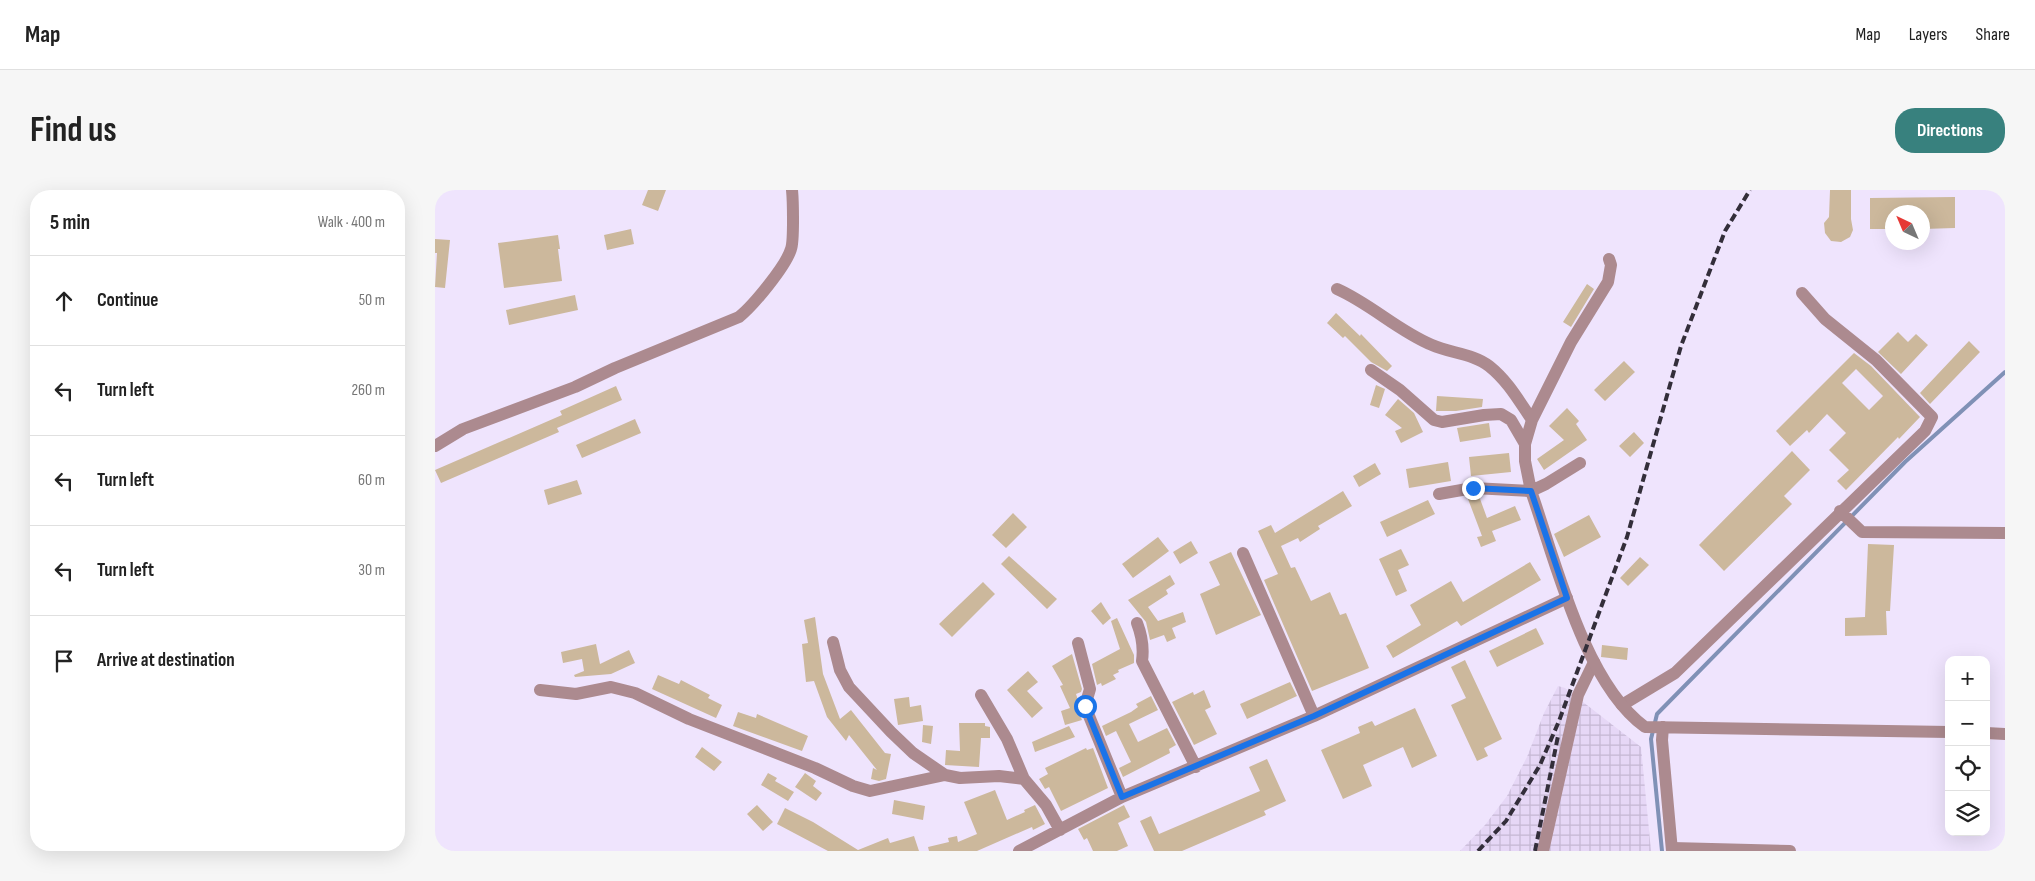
<!DOCTYPE html>
<meta charset="utf-8">
<style>
body{margin:0;font-family:"Sofia Sans Condensed",sans-serif;background:#f6f6f6;color:#222}
.controls{position:absolute;right:15px;bottom:15px;display:grid;overflow:hidden;border-radius:10px;box-shadow:0 5px 20px #0002}
.controls button{width:45px;height:45px;display:grid;place-items:center;padding:0;border:0;border-bottom:1px solid #e0e0e0;background:#fff;color:#222;font:25px sans-serif}
.compass{position:absolute;left:1450px;top:15px;width:45px;height:45px;border-radius:50%;background:#fff;box-shadow:0 5px 20px #0002;rotate:316deg}
.stop{position:absolute;width:15px;height:15px;margin:-11px;border:4px solid #1a73e8;border-radius:50%;background:#fff}
.stop.end{background:#1a73e8;border-color:#fff;box-shadow:0 1px 5px #0008}
.list{margin:0;padding:0;list-style:none}
h2{display:flex;justify-content:space-between;align-items:center;height:65px;margin:0;padding:0 20px;font-size:21px}
h2 small{font-size:16px;font-weight:400;color:#767676}
.list li{display:grid;grid-template-columns:32px 1fr auto;gap:15px;align-items:center;box-sizing:border-box;height:90px;padding:0 20px;border-top:1px solid #e0e0e0}
.list b{display:block;font-size:19px;white-space:nowrap}
.list em{font-size:16px;font-style:normal;color:#767676}
.icon{flex:none;width:28px;height:28px;fill:none;stroke:currentColor;stroke-width:2;stroke-linecap:round;stroke-linejoin:round}
.map{position:relative;flex:none;width:1570px;height:661px;overflow:hidden;border-radius:20px}
header{display:flex;align-items:center;gap:30px;box-sizing:border-box;height:70px;padding:0 25px;background:#fff;border-bottom:1px solid #e0e0e0}
header strong{font-size:24px}
nav{display:flex;gap:28px;margin-inline-start:auto;font-size:18px}
.intro{display:flex;align-items:center;justify-content:space-between;box-sizing:border-box;height:120px;padding:0 30px}
h1{margin:0;font-size:35px}
.button{padding:12px 22px;border-radius:20px;background:#38817e;color:#fff;font-size:18px;font-weight:700}
main{display:flex;gap:30px;padding:0 30px}
aside{flex:1;background:#fff;border-radius:20px;box-shadow:0 5px 20px #0002}
.map>svg:first-child{display:block}
.industrial{fill:url(#industrial-grid)}
.lines{fill:none;stroke-linecap:round;stroke-linejoin:round}
.stream{stroke:#8091b6;stroke-width:4}
.building{fill:#ccb89c;fill-rule:evenodd}
.minor{stroke:#ac8a8f;stroke-width:12}
.tertiary{stroke:#ac8a8f;stroke-width:12}
.rail{stroke:#332e3a;stroke-width:4;stroke-dasharray:8 4;stroke-linecap:butt}
.route{stroke:#1a73e8;stroke-width:6}
</style>
<header>
<strong>Map</strong>
<nav><a>Map</a><a>Layers</a><a>Share</a></nav>
</header>
<div class="intro"><h1>Find us</h1><a class="button">Directions</a></div>
<main>
<aside>
<h2>5 min<small>Walk · 400 m</small></h2>
<ul class="list">
<li><svg class="icon" aria-label="ahead" viewBox="0 0 24 24"><path d="M12 20V5M6 11l6-6 6 6"/></svg><div><b>Continue</b></div><em>50 m</em></li>
<li><svg class="icon" aria-label="left" viewBox="0 0 24 24"><path d="M17 20v-9H6M10 6l-5 5 5 5"/></svg><div><b>Turn left</b></div><em>260 m</em></li>
<li><svg class="icon" aria-label="left" viewBox="0 0 24 24"><path d="M17 20v-9H6M10 6l-5 5 5 5"/></svg><div><b>Turn left</b></div><em>60 m</em></li>
<li><svg class="icon" aria-label="left" viewBox="0 0 24 24"><path d="M17 20v-9H6M10 6l-5 5 5 5"/></svg><div><b>Turn left</b></div><em>30 m</em></li>
<li><svg class="icon" aria-label="arrive" viewBox="0 0 24 24"><path d="M6 21V4h12l-3 4 3 4H6"/></svg><div><b>Arrive at destination</b></div></li>
</ul>
</aside>
<div class="map">
<svg width="1570" height="661" viewBox="0 0 1570 661">
<defs>
<pattern id="industrial-grid" width="8" height="8" patternUnits="userSpaceOnUse" patternTransform="scale(1.25)"><rect width="8" height="8" fill="#e6d7f6"/><path d="M0 4h8M4 0v8" fill="none" stroke="#c5b8d3"/></pattern>
</defs>
<rect width="100%" height="100%" fill="#efe4fd"/>
<path class="industrial" d="M1123,496l7,2 76,59 10,104h-191l25,-26 22,-29 20,-39 17,-44z"/>
<g class="lines">
<path class="stream" d="M1227,661l-11,-112 6,-25 248,-252 100,-90"/>
</g>
<path class="building" d="M213,0h18l-8,21 -16,-6z
M1395,0h21v29l2,11 -3,7 -9,5 -10,-1 -6,-8 -1,-10 5,-6z
M1520,7v31l-32,1v-17h-30v17h-23v-31z
M196,39l3,15 -27,6 -3,-15z
M123,45l2,14h-2l4,32 -58,7 -6,-45z
M0,49l15,1 -5,48 -10,-1 2,-34h-2z
M1152,94l7,5 -23,38 -8,-5z
M140,105l3,15 -69,15 -3,-15z
M901,123l24,23 1,-2 31,32 -5,5 -16,-9 -26,-26 -2,2 -16,-15z
M1463,142l10,10 8,-8 12,11 -27,29 -23,-22z
M1534,151l11,11 -50,52 -10,-11z
M1419,163l17,13 49,51 -21,22 -1,-2 -52,53 -9,-9 12,-11 -20,-20 17,-17 -19,-19 -18,19 -2,-3 -17,16 -14,-15zM1421,179l27,27 -14,14 -27,-27z
M1189,171l11,11 -30,29 -11,-11z
M941,195l9,4 -6,19 -9,-3z
M181,196l6,14 -65,28 2,4 -118,51 -6,-13 127,-55 -2,-4z
M1002,206l46,3 -1,8 -26,4h-20z
M963,209l16,14 9,19 -22,11 -6,-12 7,-3 -17,-13z
M1132,218l12,13 -3,3 11,16 -43,30 -7,-11 27,-19 -15,-14z
M200,229l6,14 -59,25 -6,-13z
M1054,233l2,14 -31,5 -3,-14z
M1199,242l10,11 -14,14 -11,-11z
M1357,261l18,19 -26,26 8,8 -68,67 -25,-26z
M1074,263l2,19 -40,4 -2,-19z
M1013,272l3,19 -42,7 -3,-19z
M940,273l6,11 -22,13 -6,-11z
M142,290l5,14 -34,11 -4,-15z
M908,301l9,15 -34,20 2,3 -20,13 -2,-4 -17,8 10,22 4,-1 16,34 19,-9 10,23 6,-2 23,55 -57,23 -48,-111 14,-6 -20,-43 13,-6 4,8z
M1040,306h4l8,22 28,-12 6,14 -29,11 4,10 -15,6 -4,-10 5,-1 -14,-37z
M993,310l7,14 -48,23 -7,-15z
M578,323l14,14 -21,21 -14,-13z
M1154,325l12,22 -37,20 -10,-23z
M723,347l11,14 -36,27 -11,-14z
M756,351l7,12 -18,11 -7,-12z
M1433,354l26,1 -4,66h-4l1,24 -42,1v-18l20,-1z
M966,359l8,16 -11,5 9,21 -11,5 -17,-37z
M796,362l30,63 -45,20 -16,-41 20,-9 -11,-23z
M574,366l48,43 -10,10 -46,-45z
M1205,367l9,8 -21,21 -8,-8z
M1095,372l11,18 -80,46 -4,-5 -64,37 -7,-12 35,-21 -11,-20 41,-24 12,21z
M735,385l5,9 -9,6 2,4 -20,13 10,14 25,-9 3,10 -14,6 4,10 -9,4 -3,-7 -14,5 -4,-18 -18,-22z
M548,392l12,12 -43,43 -13,-13z
M666,412l10,16 -8,7 -12,-14z
M380,427l8,57 17,45 11,-9 34,43 6,1 -5,25 -7,2 -8,-2 2,-11 4,2 -28,-35 -3,6 -19,-24 -13,-36 -8,1 -4,-38 6,-1 -4,-23z
M682,428l17,37v8l-16,7 1,2 -6,3 3,4 -14,7 -1,-3 -4,2 -5,-21 28,-15 -9,-28z
M1101,438l8,16 -47,23 -8,-16z
M161,454l4,20 29,-14 6,13 -24,11 -36,3 -1,-2 10,-4 -2,-12 -19,4 -2,-11z
M1167,455l26,3 -1,12 -26,-3z
M637,464l10,35 -1,3 -5,2 2,6 -1,8 5,12 -17,5 -4,-14 9,-3 -10,-22 3,-1 -11,-19z
M1030,470l37,79 -18,9 4,8 -11,5 -26,-56 15,-7 -15,-31z
M593,481l10,11 -11,9 16,17 -11,10 -25,-28z
M223,485l21,9 2,-4 29,15 -2,3 14,7 -6,13 -64,-29z
M855,492l7,14 -50,23 -7,-15z
M769,500l7,17 -6,3 12,24 -23,11 -22,-43 21,-10 1,3z
M716,506l7,14 -29,14 9,18 29,-14 9,17 -7,4 1,4 -47,24 -4,-9 12,-6 -15,-31 -10,5 -4,-10 29,-14 7,-5 -2,-3z
M474,507l1,10 11,-2 2,16 -25,4 -4,-26z
M980,518l22,48 -25,12 -9,-21 -40,18 9,21 -29,13 -22,-49 39,-17 -2,-6 14,-6 3,5z
M303,522l18,6 1,-4 51,22 -6,15 -69,-25z
M524,533h26v3l5,1v11h-9l-2,29 -34,-2 1,-15 14,1z
M488,535l10,1 -2,18 -9,-2z
M634,536l6,11 -40,15 -3,-10z
M267,557l20,15 -8,9 -19,-14z
M651,558l1,2 6,-2 15,40 -47,23 -12,-24 -4,2 -6,-10 9,-5 -3,-6z
M832,569l19,42 -22,10 2,4 -84,36h-28l-14,-30 11,-5 8,18 101,-43 -11,-24z
M333,583l9,5 -2,3 19,11 -6,9 -27,-16z
M370,583l11,8 -3,5 9,7 -6,8 -21,-14z
M560,600l12,30 18,-8 -1,-2 11,-5 10,19 -12,6 -1,-3 -55,24h-48l-1,-4 21,-5 -1,-4 9,-2 1,6 19,-8 -13,-32z
M459,610l31,6 -2,14 -31,-6z
M322,615l16,17 -10,9 -16,-17z
M689,615l6,12 -12,6 10,23 -11,5h-24l-6,-13 -3,2 -6,-11z
M350,618l28,14 45,28 30,-12 2,5 24,-7 5,15h-91l-51,-27z"/>
<g class="lines">
<path class="minor" d="M902,99c34,15 61,42 95,56 18,8 42,9 57,21 19,15 30,35 43,54
M936,180l29,20 34,30 8,2 42,-7 17,-1 10,6 14,24v17l6,30
M1090,254l7,-24 39,-78 37,-60 3,-17 -2,-6
M0,256l28,-17 112,-42 40,-19 124,-51c14,-11 47,-51 52,-68 3,-8 2,-49 1,-59
M1004,304l34,-6 58,3 15,-7 34,-21
M1405,321l22,21 143,1
M808,363l71,163
M702,433c5,13 7,24 5,38l54,106
M398,452l7,28 9,17 42,45 22,21 32,22
M643,453l12,46 -5,17 37,91
M105,500l36,4 35,-7 24,6 54,26 126,49 38,18 17,5 75,-16 15,3 39,-2 25,3 22,26 14,25
M546,505l26,44 17,40
M1187,515l53,-32 250,-242 7,-14 -56,-57 -51,-41 -23,-26
M1237,658l118,3
M584,661l103,-54 192,-81 253,-118
M1108,661l35,-156 16,-33"/>
<path class="tertiary" d="M1096,301c24,68 53,192 114,236l304,5
M1228,537l-1,13 10,111
M1551,543l19,1"/>
<path class="rail" d="M1043,661l28,-30 14,-23 20,-33 19,-44 68,-184 54,-191 44,-115 25,-41
M1100,661l23,-115"/>
</g>
<g class="lines">
<path class="route" d="M650,516l37,91 192,-81 253,-118 -36,-107 -58,-3"/>
</g>
</svg>
<div class="controls">
<button>+</button>
<button>−</button>
<button><svg class="icon" aria-label="locate" viewBox="0 0 24 24"><circle cx="12" cy="12" r="6"/><path d="M12 2v4M12 18v4M2 12h4M18 12h4"/></svg></button>
<button><svg class="icon" aria-label="layers" viewBox="0 0 24 24"><path d="M12 4l9 5-9 5-9-5zM3 14l9 5 9-5"/></svg></button>
</div>
<svg class="compass" viewBox="-18 -18 36 36"><path d="M0-13l5 13h-10z" fill="#e53935"/><path d="M0 13l5-13h-10z" fill="#767676"/></svg>
<div class="stop" style="left:650px;top:516px"></div>
<div class="stop end" style="left:1038px;top:298px"></div>
</div>
</main>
::::
TASK DESCRIPTION
Lines in the data that include the word "justify" should all be copied.

OUTPUT
h2{display:flex;justify-content:space-between;align-items:center;height:65px;margin:0;padding:0 20px;font-size:21px}
.intro{display:flex;align-items:center;justify-content:space-between;box-sizing:border-box;height:120px;padding:0 30px}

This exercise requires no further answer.